Bill De Blasio was ceremonially sworn in as the 109th mayor by former president Bill Clinton Wednesday. With them were De Blasio’s wife, Chirlane McCray, and children, Chiara and Dante.
Bill De Blasio was ceremonially sworn in as the 109th mayor by former president Bill Clinton Wednesday. With them were De Blasio’s wife, Chirlane McCray, and children, Chiara and Dante. Reuters

It may be a new year, but not everything has changed. Particularly when it comes to the question that dogged Hillary Clinton all last year: Will she or won’t she run for president?

2013 started with Clinton’s resignation as secretary of state, a move that heated up already simmering speculation about her future political ambitions. Was she really stepping down because she was exhausted from all the travel? To spend more time with her family and write a book? Or was this the unofficial start of her 2016 campaign?

The conjecture continued unabated throughout the year. And while Clinton and her inner circle remained tight-lipped, her every speech, tweet, trip, meeting, and interview only seemed to invite more speculation.

As 2014 begins, Clinton may still be unwilling to discuss her plans, but her actions – and those of her husband – on just the first day of the New Year spoke volumes.

The year began with Hillary Clinton looking on while her husband braved the bitter cold to conduct the swearing-in ceremony for the new mayor of New York City, their good friend, Bill De Blasio.

How unusual is it for a former president to swear in a local or state official? Very.

Why, then, did Bill Clinton spend New Year’s Day center stage at City Hall, not just administering the oath, but taking the time to publicly and “strongly” endorse De Blasio’s battle against economic inequality and his “core campaign commitment to shared opportunities?"

Why did he note that “this inequality problem bedevils the entire country” and if left unaddressed it will be “a horrible constraint” and blight on our future?

The answer is, of course, clear – barring some unforeseen crisis, Hillary is running for president in 2016. The Clintons are nothing if not masterful politicians. They understand that if Hillary is going to capture the Democratic nomination, she has to appeal to the new and emerging progressive wing of the party; a segment that her former 2000 Senate campaign manager and the new mayor of New York City now represents, speaks to and for.

The Clintons also understand that it was little more than five years ago that Hillary lost the Democratic presidential nomination to Barack Obama in large part because she was outflanked and outmaneuvered on the left. As she looks to 2016, she knows that she cannot make this mistake again.

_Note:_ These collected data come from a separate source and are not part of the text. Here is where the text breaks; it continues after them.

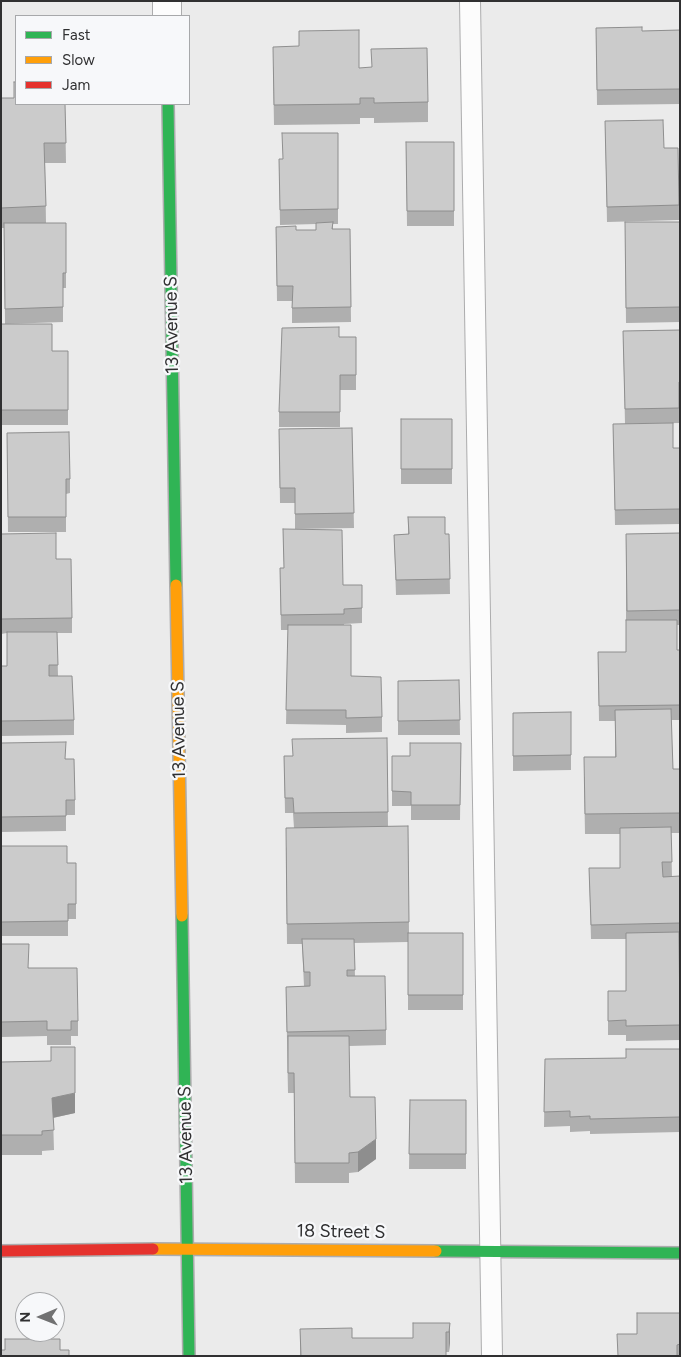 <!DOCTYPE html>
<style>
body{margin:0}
#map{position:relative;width:681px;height:1357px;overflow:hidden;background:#ebebeb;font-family:Figtree,sans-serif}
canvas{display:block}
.frame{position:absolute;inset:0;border:2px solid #303031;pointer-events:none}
.legend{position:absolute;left:15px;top:15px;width:175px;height:90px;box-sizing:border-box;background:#f7f8fa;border:1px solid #a7a8aa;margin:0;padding:6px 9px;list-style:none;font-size:15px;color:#303031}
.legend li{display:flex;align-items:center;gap:10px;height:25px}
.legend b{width:25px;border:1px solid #a7a8aa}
.north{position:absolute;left:15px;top:1292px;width:50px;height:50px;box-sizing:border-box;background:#f7f8fa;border:1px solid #a7a8aa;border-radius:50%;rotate:269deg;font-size:14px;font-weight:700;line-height:20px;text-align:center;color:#303031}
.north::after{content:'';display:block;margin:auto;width:18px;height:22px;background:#717172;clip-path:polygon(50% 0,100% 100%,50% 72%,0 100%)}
</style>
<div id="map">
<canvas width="681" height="1357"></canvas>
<div class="frame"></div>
<ul class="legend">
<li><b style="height:6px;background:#30b455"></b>Fast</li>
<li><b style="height:6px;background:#ff9f0a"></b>Slow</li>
<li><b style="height:6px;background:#e5322d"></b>Jam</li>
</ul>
<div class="north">N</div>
</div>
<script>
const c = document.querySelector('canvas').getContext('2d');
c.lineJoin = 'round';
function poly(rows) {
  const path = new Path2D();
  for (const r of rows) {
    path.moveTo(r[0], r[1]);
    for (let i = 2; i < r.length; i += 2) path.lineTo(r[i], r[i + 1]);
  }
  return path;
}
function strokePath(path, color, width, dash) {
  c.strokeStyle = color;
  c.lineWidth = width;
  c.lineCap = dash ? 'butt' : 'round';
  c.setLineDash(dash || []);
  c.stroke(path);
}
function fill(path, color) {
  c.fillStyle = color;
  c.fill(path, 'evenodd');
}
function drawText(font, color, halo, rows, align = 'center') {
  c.font = font + ' Figtree,sans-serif';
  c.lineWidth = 4.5;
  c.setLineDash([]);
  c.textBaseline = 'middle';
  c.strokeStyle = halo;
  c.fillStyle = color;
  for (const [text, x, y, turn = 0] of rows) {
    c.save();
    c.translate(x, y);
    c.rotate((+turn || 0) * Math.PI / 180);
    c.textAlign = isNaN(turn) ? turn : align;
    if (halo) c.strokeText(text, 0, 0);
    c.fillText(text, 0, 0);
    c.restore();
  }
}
const lane = poly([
 [470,1,492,1356]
]);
const street = poly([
 [167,1,167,16]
]);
const fast = poly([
 [168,104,176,585],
 [182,916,189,1356],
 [436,1251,680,1253]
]);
const slow = poly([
 [176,585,182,916],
 [153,1249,436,1251]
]);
const jam = poly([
 [1,1251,153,1249]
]);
const wall = poly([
 [596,28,642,31,680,30,680,104,597,105],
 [273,67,359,68,428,102,428,122,374,123,374,118,360,118,360,124,274,125],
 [1,98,65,104,66,163,45,163,46,223,66,223,66,288,63,288,63,322,5,324,4,228,1,228],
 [605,121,664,148,679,205,679,220,607,222],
 [338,133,338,224,333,224,333,229,350,229,351,322,292,323,292,301,277,301,276,227,296,230,316,230,316,224,280,225,279,159,283,159],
 [406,142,454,211,454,226,407,226],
 [625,222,680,222,680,322,626,323],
 [1,324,52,351,68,351,68,425,1,425],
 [680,330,679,423,625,424,623,331],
 [339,337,356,337,356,390,340,390,340,427,279,427,279,412],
 [401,419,452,419,452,484,401,484],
 [613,424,673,448,680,448,680,524,615,525],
 [352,428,354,528,295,529,295,503,280,503,279,429],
 [7,433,70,479,70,493,66,494,66,532,8,532],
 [408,517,445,534,449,534,450,594,396,595,394,535,408,534],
 [283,529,343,585,362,585,362,623,344,624,351,676,382,717,382,732,346,733,346,725,286,724,288,630,281,630,280,568,284,568],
 [680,533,680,625,677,625,677,650,680,650,680,720,671,720,673,769,680,769,680,833,671,833,672,877,680,876,680,1040,626,1041,626,1035,608,1035,608,991,626,991,626,939,591,939,589,868,620,868,620,834,585,834,584,777,615,757,615,721,599,721,598,652,626,652,626,534],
 [1,534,56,559,72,618,72,633,57,633,58,676,74,720,74,735,1,736,1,666,7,666,7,633,1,634],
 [459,680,460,735,398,735,398,681],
 [571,712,571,770,513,771,513,713],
 [387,738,388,827,408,826,409,933,463,933,463,1010,408,1010,408,942,354,943,355,976,386,1030,386,1045,349,1046,350,1097,376,1159,358,1172,349,1173,349,1183,295,1183,294,1093,288,1093,286,987,304,986,302,944,287,944,286,848,294,828,293,813,285,813,284,756,292,756],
 [1,743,66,759,75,800,75,815,66,815,66,831,1,832],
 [461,743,460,820,411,820,411,806,392,806,392,756,410,756],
 [1,846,67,863,76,904,76,919,68,919,68,936,1,936],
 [1,944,29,968,78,1021,78,1036,71,1036,71,1045,47,1045,47,1036,1,1037],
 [680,1049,680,1132,590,1134,590,1131,570,1132,570,1126,544,1127,545,1059,626,1058],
 [51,1061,75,1113,53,1118,54,1150,42,1151,42,1155,1,1155,1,1062],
 [410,1100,466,1100,466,1169,409,1169],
 [680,1313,680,1356,618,1356,637,1334],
 [450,1323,449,1352,446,1352,446,1356,300,1356,300,1329,352,1338,413,1338]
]);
const shadedWall = poly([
 [75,1093,75,1113,52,1118,52,1098],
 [376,1139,376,1159,358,1172,358,1152],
 [450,1323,450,1343,449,1352,449,1332]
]);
const building = poly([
 [642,27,642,31,680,30,680,89,597,90,596,28,642,27],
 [359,30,359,68,372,67,371,49,427,48,428,102,374,103,374,98,360,98,360,104,274,105,273,47,299,46,299,31,359,30],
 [14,82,16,82,16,104,65,104,66,143,44,143,46,206,1,208,1,98,14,98,14,82],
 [663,120,664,148,678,148,679,205,607,207,605,121,663,120],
 [282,133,338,133,338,209,280,210,279,159,283,159,282,133],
 [406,142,454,142,454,211,407,211,406,142],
 [333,222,332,229,350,229,351,307,292,308,293,286,277,286,276,227,296,226,296,230,316,230,316,223,333,222],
 [625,222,680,222,680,307,626,308,625,222],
 [4,223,66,223,66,273,63,273,63,307,5,309,4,223],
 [1,324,52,324,52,351,68,351,68,410,1,410,1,324],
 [339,327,339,337,356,337,356,375,340,375,340,412,279,412,282,328,339,327],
 [680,330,680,381,679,382,679,408,625,409,623,331,680,330],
 [401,419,452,419,452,469,401,469,401,419],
 [673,423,673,448,680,448,680,509,615,510,613,424,673,423],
 [352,428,354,513,295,514,295,488,280,488,279,429,352,428],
 [69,432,70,479,66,479,66,517,8,517,7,433,69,432],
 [408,517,445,517,445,534,449,534,450,579,396,580,394,535,409,534,408,517],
 [283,529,342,530,343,585,362,585,362,608,344,609,344,614,281,615,280,568,284,568,283,529],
 [56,533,56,559,71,559,72,618,1,619,1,534,56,533],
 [680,533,680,610,627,611,626,534,680,533],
 [626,620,677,620,677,650,680,650,680,705,599,706,598,652,626,652,626,620],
 [288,625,351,625,351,676,381,677,382,717,346,718,346,710,286,710,288,625],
 [7,632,57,632,58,665,49,665,49,676,72,676,74,720,1,721,1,666,7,666,7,632],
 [459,680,460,720,398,721,398,681,459,680],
 [671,709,673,769,680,769,680,813,585,814,584,757,616,757,615,710,671,709],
 [571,712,571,755,513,756,513,713,571,712],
 [387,738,388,812,294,813,293,798,285,798,284,756,293,756,292,739,387,738],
 [66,742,65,759,74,759,75,800,66,800,66,816,1,817,1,743,66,742],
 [410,743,461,743,460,805,411,805,411,792,392,791,392,756,410,756,410,743],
 [408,826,409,922,287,924,286,828,408,826],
 [671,827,672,862,662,862,663,877,680,876,680,923,591,925,589,868,620,868,620,828,671,827],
 [1,846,67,846,67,863,76,863,76,904,68,904,68,921,1,922,1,846],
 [679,932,680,1025,626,1026,626,1020,608,1021,608,991,626,991,626,933,679,932],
 [408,933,463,933,463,995,408,995,408,933],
 [302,939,354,939,355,970,347,970,347,976,385,976,386,1030,287,1032,286,987,310,986,310,972,304,972,302,939],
 [1,944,29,944,28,968,77,968,78,1021,71,1021,71,1030,47,1030,47,1021,1,1022,1,944],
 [288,1036,349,1036,350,1097,375,1097,376,1139,358,1152,349,1153,349,1163,295,1163,294,1073,288,1073,288,1036],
 [51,1047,75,1047,75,1093,52,1098,54,1130,42,1131,42,1135,1,1135,1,1062,51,1061,51,1047],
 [626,1049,680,1049,680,1117,590,1119,590,1116,570,1117,570,1111,544,1112,545,1059,626,1058,626,1049],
 [410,1100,466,1100,466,1154,409,1154,410,1100],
 [637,1313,680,1313,680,1344,677,1345,677,1356,618,1356,617,1334,637,1334,637,1313],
 [413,1323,450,1323,449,1332,446,1332,446,1356,301,1356,300,1329,352,1328,352,1338,413,1338,413,1323],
 [5,1339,60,1339,60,1350,69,1350,69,1356,1,1356,1,1350,5,1350,5,1339]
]);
const streetNames = [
 ["13 Avenue S",172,325,-91],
 ["13 Avenue S",179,730,-91],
 ["13 Avenue S",186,1135,-91],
 ["18 Street S",341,1232,1]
];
strokePath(lane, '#acacad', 22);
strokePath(street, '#acacad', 30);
strokePath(fast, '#acacad', 14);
strokePath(slow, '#acacad', 14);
strokePath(jam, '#acacad', 14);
strokePath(lane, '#fcfcfc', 20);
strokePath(street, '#fcfcfc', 28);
strokePath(fast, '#30b455', 11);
strokePath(slow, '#ff9f0a', 11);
strokePath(jam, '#e5322d', 11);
fill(wall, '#afafaf');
fill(shadedWall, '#8e8e8e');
fill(building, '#cbcbcb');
strokePath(building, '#8e8e8e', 1);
drawText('18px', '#303031', '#f7f8fa', streetNames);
</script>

And it isn’t just her imagination that she faces challenges from this segment of the party. While she may be the most-talked about candidate on the Democratic side now, as we saw in 2008, fortunes can change quickly and there are others waiting in the wings. In addition to Vice President Joe Biden, three other potential contenders all speak more naturally and comfortably to the left wing of the party than Clinton: California Gov. Jerry Brown, Massachusetts Sen. Elizabeth Warren and former Montana Gov. Brian Schweitzer.

While Warren has said she won’t run, Schweitzer and Brown haven’t ruled it out. And recently Schweitzer has taken not-so-veiled shots at Clinton. In a speech in the key campaign state of Iowa to a left-leaning group called Progress Iowa, he raised Clinton’s 2002 Senate vote in support of the Iraq war – something that Obama used to help catapult himself to the top of the Democratic ticket in 2008.

“The reason why I’m in Iowa, in part,” Schweitzer said, “is I’m asking you to pick the leaders who are not going to make those mistakes.”

Schweitzer’s criticism is not and should not be lost on the Clintons. Hillary may not be as vulnerable to a challenge from the left today as she was in 2008, in part because there isn’t another candidate out there now who is quite as strong, well-known or appealing to that wing of the party as Obama was. But that doesn’t mean it won’t happen again. Moreover, it isn’t just an issue of semantics. Bill Clinton may want to spend his time these days with Harry Belafonte and praising the policies of people like De Blasio, but it wasn’t that long ago that he made a name for himself as a moderate, centrist Democrat, a member of the Democratic Leadership Council who essentially shut down the liberal left, noting that – accurately so – Democrats wouldn’t win nationally if they couldn’t appeal to the middle.

Now, more than 20 years later, the Clintons know that they still need the center to win the general election, but they also need the new left-wing progressives to win the nomination. Bill Clinton’s vocal support of De Blasio during the inauguration and Hillary Clinton’s willingness to host a fundraiser for him just before the election are proof positive not only that they understand this, but that barring an unforeseen crisis like a health scare, she is running.

Dr. Jeanne Zaino is professor of Political Science at Iona College and professor of Campaign Management at New York University.